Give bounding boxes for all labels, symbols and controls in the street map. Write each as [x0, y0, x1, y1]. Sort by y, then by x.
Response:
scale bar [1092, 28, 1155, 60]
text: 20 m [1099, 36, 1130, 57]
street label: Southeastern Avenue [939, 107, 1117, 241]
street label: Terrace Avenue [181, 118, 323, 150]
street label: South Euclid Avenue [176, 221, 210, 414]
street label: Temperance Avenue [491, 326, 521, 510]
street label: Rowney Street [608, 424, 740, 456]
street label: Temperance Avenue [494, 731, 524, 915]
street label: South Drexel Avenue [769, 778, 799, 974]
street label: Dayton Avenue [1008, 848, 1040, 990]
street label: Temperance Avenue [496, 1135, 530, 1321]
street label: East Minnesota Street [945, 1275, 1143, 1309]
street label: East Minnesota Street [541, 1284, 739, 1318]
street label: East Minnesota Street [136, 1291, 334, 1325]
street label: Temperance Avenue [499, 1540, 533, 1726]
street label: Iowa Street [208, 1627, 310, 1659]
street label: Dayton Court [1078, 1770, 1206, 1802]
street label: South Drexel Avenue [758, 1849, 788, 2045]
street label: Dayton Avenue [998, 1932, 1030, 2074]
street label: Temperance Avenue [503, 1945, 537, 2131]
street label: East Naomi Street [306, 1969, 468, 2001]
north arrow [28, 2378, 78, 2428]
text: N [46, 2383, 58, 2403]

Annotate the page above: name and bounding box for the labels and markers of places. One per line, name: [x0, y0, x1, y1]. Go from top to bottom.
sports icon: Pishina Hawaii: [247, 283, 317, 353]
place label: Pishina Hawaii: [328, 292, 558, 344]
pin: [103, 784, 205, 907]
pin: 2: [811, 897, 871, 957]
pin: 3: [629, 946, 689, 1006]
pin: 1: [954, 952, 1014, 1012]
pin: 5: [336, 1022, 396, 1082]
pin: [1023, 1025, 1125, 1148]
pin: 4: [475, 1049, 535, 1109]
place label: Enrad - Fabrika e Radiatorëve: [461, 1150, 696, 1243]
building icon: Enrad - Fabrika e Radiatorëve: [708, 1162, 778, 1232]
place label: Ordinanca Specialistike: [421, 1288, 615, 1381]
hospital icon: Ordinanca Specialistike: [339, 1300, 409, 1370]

■ Description of the task ■
A reply should hold exactly the lines from the one containing "Annotate the page" through the end of the data above, nothing more.

■ Solved problem ■
Annotate the page above: name and bounding box for the labels and markers of places. One per line, name: [x0, y0, x1, y1]. Go from top to bottom.
sports icon: Pishina Hawaii: [247, 283, 317, 353]
place label: Pishina Hawaii: [328, 292, 558, 344]
pin: [103, 784, 205, 907]
pin: 2: [811, 897, 871, 957]
pin: 3: [629, 946, 689, 1006]
pin: 1: [954, 952, 1014, 1012]
pin: 5: [336, 1022, 396, 1082]
pin: [1023, 1025, 1125, 1148]
pin: 4: [475, 1049, 535, 1109]
place label: Enrad - Fabrika e Radiatorëve: [461, 1150, 696, 1243]
building icon: Enrad - Fabrika e Radiatorëve: [708, 1162, 778, 1232]
place label: Ordinanca Specialistike: [421, 1288, 615, 1381]
hospital icon: Ordinanca Specialistike: [339, 1300, 409, 1370]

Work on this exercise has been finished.